"""
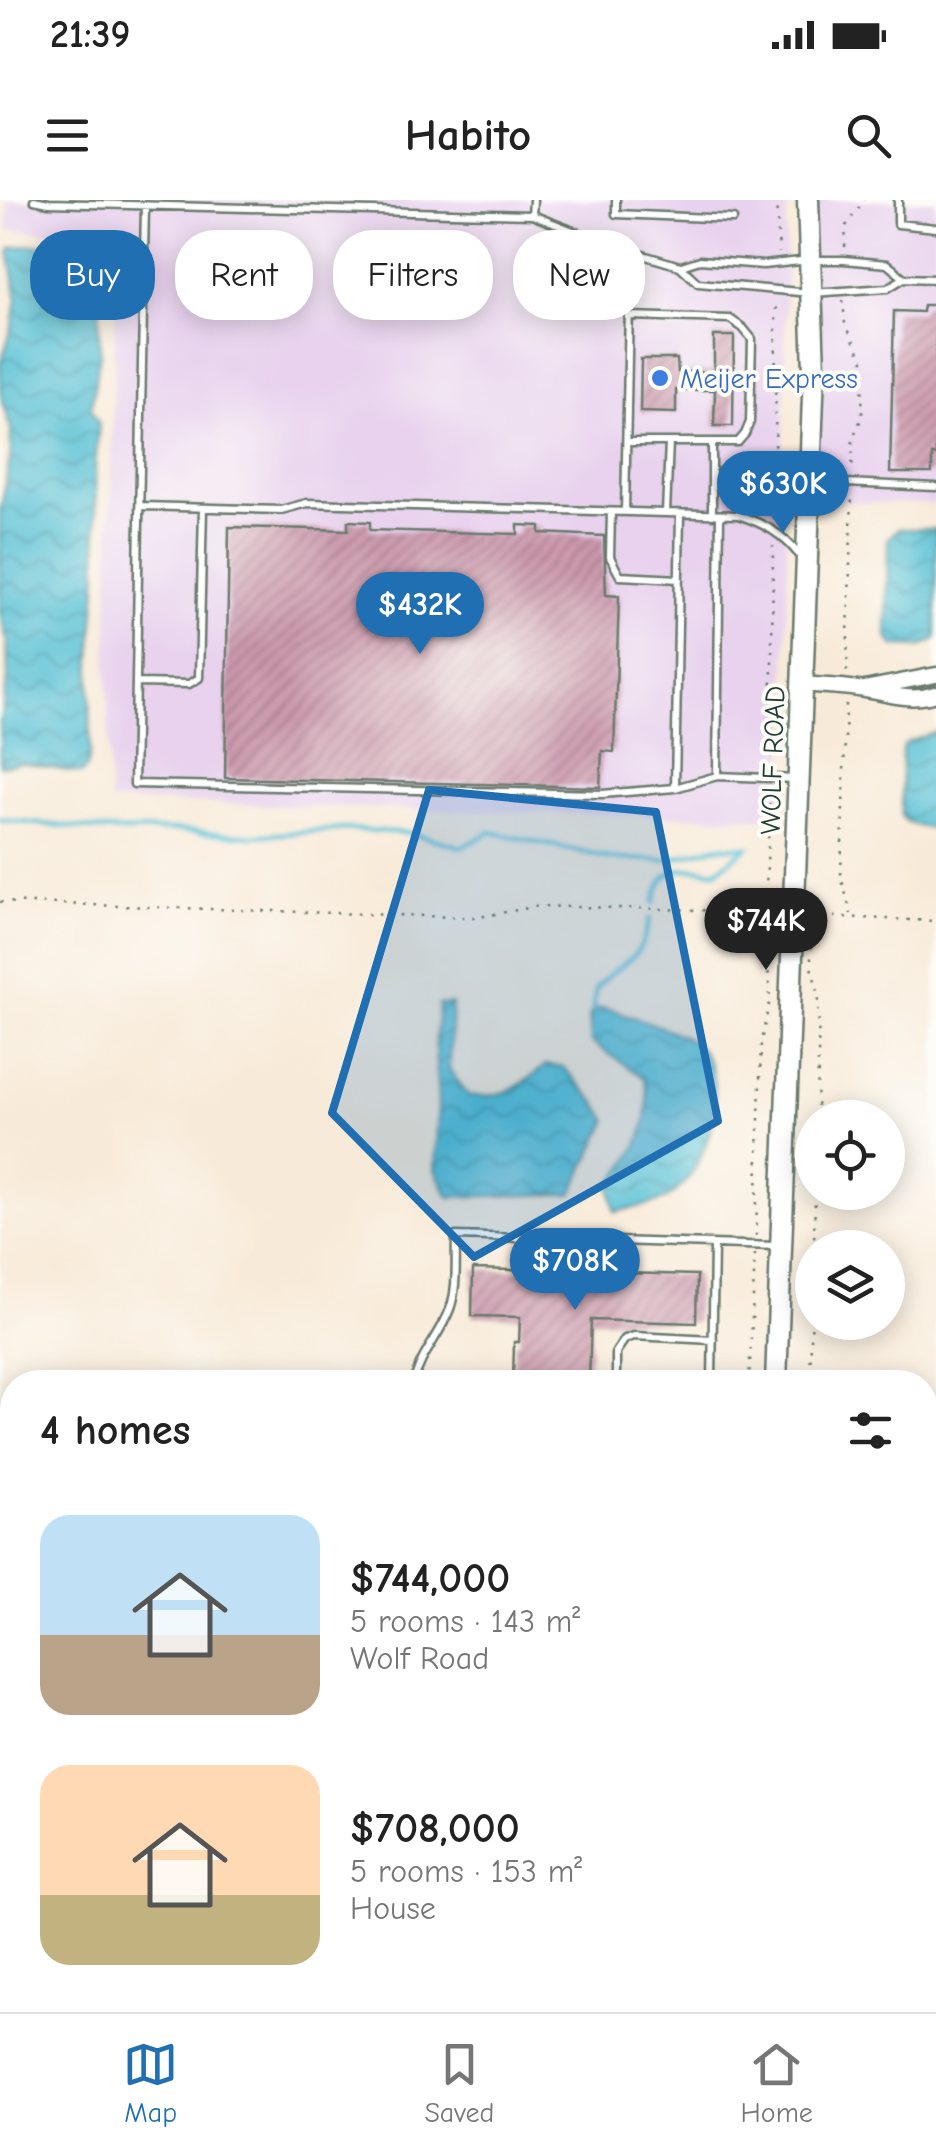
<!DOCTYPE html>
<html lang="en">
<head>
<meta charset="utf-8">
<style>
  :root { --surface:#fff; --page:#f2f2f2; --text:#222; --muted:#767676; --line:#e0e0e0; --accent:#1f6fb2 }
  body { margin:0; font-family:"Comic Neue",sans-serif; background:var(--page); color:var(--text); height:100vh; display:flex; flex-direction:column; font-size:38px; white-space:nowrap }
  * { box-sizing:border-box; margin:0 }
  p { font-size:32px; color:var(--muted) }
  .icon { flex:none; width:55px; height:55px; fill:none; stroke:currentColor; stroke-width:2; stroke-linecap:round; stroke-linejoin:round }
  .map { position:relative; flex:1; overflow:hidden }
  .panel { position:absolute; left:0px; top:1170px; width:938px; height:642px; display:flex; flex-direction:column; background:var(--surface); border-radius:40px 40px 0 0; box-shadow:0 5px 25px #0003 }
  .panel>* { flex:none }
  .top-card { position:absolute; left:30px; top:30px; width:878px; height:90px; display:flex; gap:20px }
  .fabs { position:absolute; left:795px; top:900px; display:grid; gap:20px }
  .fabs a { display:grid; place-items:center; width:110px; height:110px; border-radius:50%; background:var(--surface); box-shadow:0 5px 25px #0003; font-size:50px }
  .price { position:absolute; translate:-50% -85px; padding:0 22px; border-radius:35px; background:var(--accent); color:#fff; font-size:32px; line-height:65px; filter:drop-shadow(0 2px 5px #0008) }
  .price::after { content:''; position:absolute; left:50%; top:60px; width:30px; height:22px; margin-left:-15px; background:inherit; clip-path:polygon(0 0,100% 0,50% 100%) }
  .price.on { background:#222; color:#fff }
  ul { padding:0; list-style:none }
  li { display:flex; align-items:center; gap:30px; height:250px; padding:0 40px }
  li span { display:grid; place-items:center; flex:none; width:280px; height:200px; border-radius:30px; color:#555 }
  li>.icon { margin-inline-start:auto }
  span .icon { width:120px; height:120px; fill:#fffc; stroke-width:1 }
  li b { font-size:42px }
  h2 { display:flex; justify-content:space-between; align-items:center; height:120px; padding:0 40px; font-size:42px }
  .tag { padding:0 35px; border-radius:40px; background:var(--surface); box-shadow:0 5px 25px #0003; font-size:35px; line-height:90px }
  .tag.on { background:var(--accent); color:#fff }
  .status { display:flex; justify-content:space-between; align-items:center; height:70px; padding:0 50px; background:var(--surface); direction:ltr }
  .status svg { height:28px; fill:currentColor }
  header { display:flex; justify-content:space-between; align-items:center; height:130px; padding:0 40px; background:var(--surface); font-size:45px; font-weight:700 }
  .dock { display:flex; justify-content:space-around; align-items:center; height:140px; border-top:2px solid var(--line); background:var(--surface); font-size:28px; color:var(--muted) }
  .dock a { display:grid; justify-items:center; gap:5px }
  .dock .on { color:var(--accent) }
  .map>svg:first-child { display:block }
</style>
</head>
<body>
<div class="status"><b>21:39</b><svg viewBox="0 0 49 12"><path d="M0 12V9h3v3zM5 12V6h3v6zM10 12V3h3v9zM15 12V0h3v12zM26 1h20v11H26zM47 4h2v5h-2z"/></svg></div>
<header><svg class="icon" aria-label="menu" viewBox="0 0 24 24"><path d="M4 6h16M4 12h16M4 18h16"/></svg>Habito<svg class="icon" aria-label="search" viewBox="0 0 24 24"><circle cx="10" cy="10" r="6"/><path d="M15 15l6 6"/></svg></header>
<div class="map">
<svg width="936" height="1812" viewBox="0 0 936 1812">
  <defs>
    <pattern id="water-waves" width="16" height="10" patternUnits="userSpaceOnUse" patternTransform="scale(2.5)"><rect width="16" height="10" fill="#57c0d4"/><path d="M0 5q4-4 8 0t8 0" fill="none" stroke="#479dad"/></pattern>
    <pattern id="building-hatch" width="6" height="6" patternUnits="userSpaceOnUse" patternTransform="scale(2.5)"><rect width="6" height="6" fill="#cb97ab"/><path d="M-1 1l2-2M0 6l6-6M5 7l2-2" fill="none" stroke="#a47c8c"/></pattern>
  </defs>
  <rect width="100%" height="100%" fill="#fdfcf7"/>
  <filter id="ink" filterUnits="userSpaceOnUse"><feTurbulence type="fractalNoise" baseFrequency=".01" numOctaves="2"/><feDisplacementMap in="SourceGraphic" scale="20" xChannelSelector="R" yChannelSelector="G"/><feConvolveMatrix kernelMatrix="1 2 1 2 8 2 1 2 1" color-interpolation-filters="sRGB"/></filter>
  <filter id="wash" filterUnits="userSpaceOnUse"><feTurbulence type="fractalNoise" baseFrequency=".0048" numOctaves="4" result="noise"/><feDisplacementMap in="SourceGraphic" scale="40" xChannelSelector="R" yChannelSelector="G"/><feGaussianBlur stdDeviation="2.25" result="paint"/><feColorMatrix in="noise" values="0 0 0 0 0 0 0 0 0 0 0 0 0 0 0 0 0 1.4 0 .05"/><feComposite in="paint" operator="in"/></filter>
  <g filter="url(#wash)">
    <rect width="100%" height="100%" fill="#f8ead8"/>
    <path fill="#e8d2ee" d="M8,0H787L783,316L788,361L783,619L110,601L107,465L117,36L7,30Z
      M807,0H936V304L809,302Z"/>
    <path fill="url(#water-waves)" stroke="#3b7e84" stroke-width="2.5" d="M31,45L91,46L98,54L99,64L100,154L91,208L99,224L95,268L98,375L91,462L90,554L87,568L81,573L21,563L0,566V522L8,477L7,443L0,412V312L10,259L11,229L2,202L0,165L13,124L17,96L9,52L12,47Z
      M898,329H936V439L920,447L894,446L887,436L888,338Z
      M936,532V629C923,627 909,627 901,615L902,549L906,543Z
      M452,804L449,869L468,895C502,900 521,886 546,865L563,867L596,902L608,920L572,994L449,997L435,970L438,905L435,842L439,805Z
      M606,808C622,812 680,833 692,841C736,873 709,974 667,998C653,1006 630,1008 615,1012L610,985C637,953 655,921 644,878L591,842L589,817L593,809Z"/>
    <g fill="none" stroke-linecap="round" stroke-linejoin="round">
      <path stroke="#57c0d4" stroke-width="5" d="M0,620L114,631L175,630L253,636L347,629L410,633L462,647L491,632L613,659L668,660L716,647H748
        M654,703C664,663 680,668 716,671L745,649
        M593,809L596,788C624,756 638,769 650,719"/>
    </g>
    <g id="blocks">
      <path fill="url(#building-hatch)" d="M923,105H936V255H932V273H890L894,111L922,112Z
        M714,136H734L733,226H714L715,190H676V213L640,212L641,159H677L678,172H714Z
        M348,321L370,322V330L518,334V325L540,326V333L604,336L606,395L619,396L614,552L602,551L600,587L225,578L229,327L348,330Z
        M473,1069L697,1075L696,1123L591,1120L589,1182H513L514,1142H519L520,1117L472,1116Z
        M0,1713L12,1714V1740L0,1739Z"/>
    </g>
  </g>
  <g filter="url(#ink)">
    <use href="#blocks" fill-opacity="0" stroke="#6b7a6d" stroke-width="2.5"/>
    <g fill="none" stroke-linecap="round" stroke-linejoin="round">
      <g stroke="#6b7a6d" stroke-width="11">
        <path id="lane" d="M34,0L49,3L532,15
          M533,0L532,15L612,46L680,66L698,83L811,93L888,88L904,78L936,79
          M616,0V14L733,19
          M898,0V24L936,28
          M145,5L134,584L602,594L675,588L717,576
          M681,66L700,60L763,65L810,60H844L887,64L904,78
          M627,242H738L745,234L750,222L752,139L743,128L730,119L629,116
          M817,257L845,283
          M142,306L281,310L307,303L738,315C765,324 782,333 800,356
          M611,312L610,357L620,376L679,379
          M625,312L630,51
          M666,313L669,242
          M813,314L845,283L936,287
          M712,315V244
          M720,315L717,576L796,579
          M738,315L767,305L804,262
          M137,483L189,484L199,478L203,308
          M675,588L680,314
          M414,1182C420,1155 440,1136 450,1109C458,1087 455,1060 456,1036L778,1046
          M616,1182V1152L625,1139L634,1136L713,1140
          M712,1182L714,1045"/>
      </g>
      <g stroke="#6b7a6d" stroke-width="19">
        <path id="street" d="M802,484C821,486 840,486 858,489C886,492 907,503 936,494
          M864,489L936,475
          M0,1807L98,1812
          M349,1812L556,1801L763,1806"/>
      </g>
      <g stroke="#6b7a6d" stroke-width="25">
        <path id="secondary" d="M776,1182L814,170L808,0
          M763,1812V1800"/>
      </g>
      <path stroke="#6b7a6d" stroke-width="2.5" stroke-dasharray="2.5 8" stroke-linecap="butt" d="M776,0L779,53
        M845,47L846,26L864,0
        M843,100L845,123L863,160L862,217L853,238L852,271
        M775,278L776,101
        M847,471L852,294
        M846,504L841,676L851,714
        M771,568L773,346
        M0,702L455,717H479L539,706L775,712
        M813,716L936,721
        M811,739L826,717
        M811,747V767L819,794L817,918
        M756,1036L761,841L770,800L765,712L770,591
        M814,1048L815,992
        M749,1182L755,1054
        M810,1182L812,1097
        M792,1812V1800"/>
      <use href="#lane" stroke="#fff" stroke-width="6"/>
      <use href="#street" stroke="#fff" stroke-width="14"/>
      <use href="#secondary" stroke="#fff" stroke-width="20"/>
    </g>
  </g>
  <path fill="#1f6fb2" fill-opacity="0.2" stroke="#1f6fb2" stroke-width="8" stroke-linejoin="round" d="M429,590L656,612L718,921L474,1057L332,913Z"/>
  <circle fill="#3f7fe0" stroke="#fdfcf7" stroke-width="4" cx="660" cy="178" r="10"/>
  <g text-anchor="middle" stroke-width="8" stroke-linejoin="round" paint-order="stroke">
    <g font-size="28" fill="#366cbe" stroke="#fdfcf7" text-anchor="start">
      <text x="680" y="188">Meijer Express</text>
    </g>
    <g font-size="28" fill="#1f3d34" stroke="#fdfcf7">
      <text transform="translate(772 560) rotate(-88)" y="10">WOLF ROAD</text>
    </g>
  </g>
</svg>
<div class="fabs">
<a><svg class="icon" aria-label="locate" viewBox="0 0 24 24"><circle cx="12" cy="12" r="6"/><path d="M12 2v4M12 18v4M2 12h4M18 12h4"/></svg></a>
<a><svg class="icon" aria-label="layers" viewBox="0 0 24 24"><path d="M12 4l9 5-9 5-9-5zM3 14l9 5 9-5"/></svg></a>
</div>
<b class="price" style="left:783px;top:336px">$630K</b>
<b class="price" style="left:420px;top:457px">$432K</b>
<b class="price on" style="left:766px;top:773px">$744K</b>
<b class="price" style="left:575px;top:1113px">$708K</b>
<div class="top-card">
<a class="tag on">Buy</a>
<a class="tag">Rent</a>
<a class="tag">Filters</a>
<a class="tag">New</a>
</div>
<section class="panel">
<h2>4 homes<svg class="icon" aria-label="filters" viewBox="0 0 24 24"><path d="M4 7h16M4 17h16"/><circle cx="9" cy="7" r="2"/><circle cx="15" cy="17" r="2"/></svg></h2>
<ul>
<li><span style="background:linear-gradient(#bfe0f5 60%,#b9a48a 0)"><svg class="icon" aria-label="home" viewBox="0 0 24 24"><path d="M3 11l9-7 9 7M6 9v11h12V9"/></svg></span><div><b>$744,000</b><p>5 rooms · 143 m²</p><p>Wolf Road</p></div></li>
<li><span style="background:linear-gradient(#ffd9b3 65%,#c2b280 0)"><svg class="icon" aria-label="home" viewBox="0 0 24 24"><path d="M3 11l9-7 9 7M6 9v11h12V9"/></svg></span><div><b>$708,000</b><p>5 rooms · 153 m²</p><p>House</p></div></li>
</ul>
</section>
</div>
<nav class="dock">
<a class="on"><svg class="icon" aria-label="map" viewBox="0 0 24 24"><path d="M3 6l6-2 6 2 6-2v14l-6 2-6-2-6 2zM9 4v14M15 6v14"/></svg>Map</a>
<a><svg class="icon" aria-label="saved" viewBox="0 0 24 24"><path d="M7 4h10v16l-5-4-5 4z"/></svg>Saved</a>
<a><svg class="icon" aria-label="home" viewBox="0 0 24 24"><path d="M3 11l9-7 9 7M6 9v11h12V9"/></svg>Home</a>
</nav>
</body>
</html>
"""
» ACTIVITY:
Quote, exactly and only, the lines from the first line of the data above through the line containing "position:absolute; translate:-50% -85px;". The pictures do not belong in it.

» TASK ANSWER:
<!DOCTYPE html>
<html lang="en">
<head>
<meta charset="utf-8">
<style>
  :root { --surface:#fff; --page:#f2f2f2; --text:#222; --muted:#767676; --line:#e0e0e0; --accent:#1f6fb2 }
  body { margin:0; font-family:"Comic Neue",sans-serif; background:var(--page); color:var(--text); height:100vh; display:flex; flex-direction:column; font-size:38px; white-space:nowrap }
  * { box-sizing:border-box; margin:0 }
  p { font-size:32px; color:var(--muted) }
  .icon { flex:none; width:55px; height:55px; fill:none; stroke:currentColor; stroke-width:2; stroke-linecap:round; stroke-linejoin:round }
  .map { position:relative; flex:1; overflow:hidden }
  .panel { position:absolute; left:0px; top:1170px; width:938px; height:642px; display:flex; flex-direction:column; background:var(--surface); border-radius:40px 40px 0 0; box-shadow:0 5px 25px #0003 }
  .panel>* { flex:none }
  .top-card { position:absolute; left:30px; top:30px; width:878px; height:90px; display:flex; gap:20px }
  .fabs { position:absolute; left:795px; top:900px; display:grid; gap:20px }
  .fabs a { display:grid; place-items:center; width:110px; height:110px; border-radius:50%; background:var(--surface); box-shadow:0 5px 25px #0003; font-size:50px }
  .price { position:absolute; translate:-50% -85px; padding:0 22px; border-radius:35px; background:var(--accent); color:#fff; font-size:32px; line-height:65px; filter:drop-shadow(0 2px 5px #0008) }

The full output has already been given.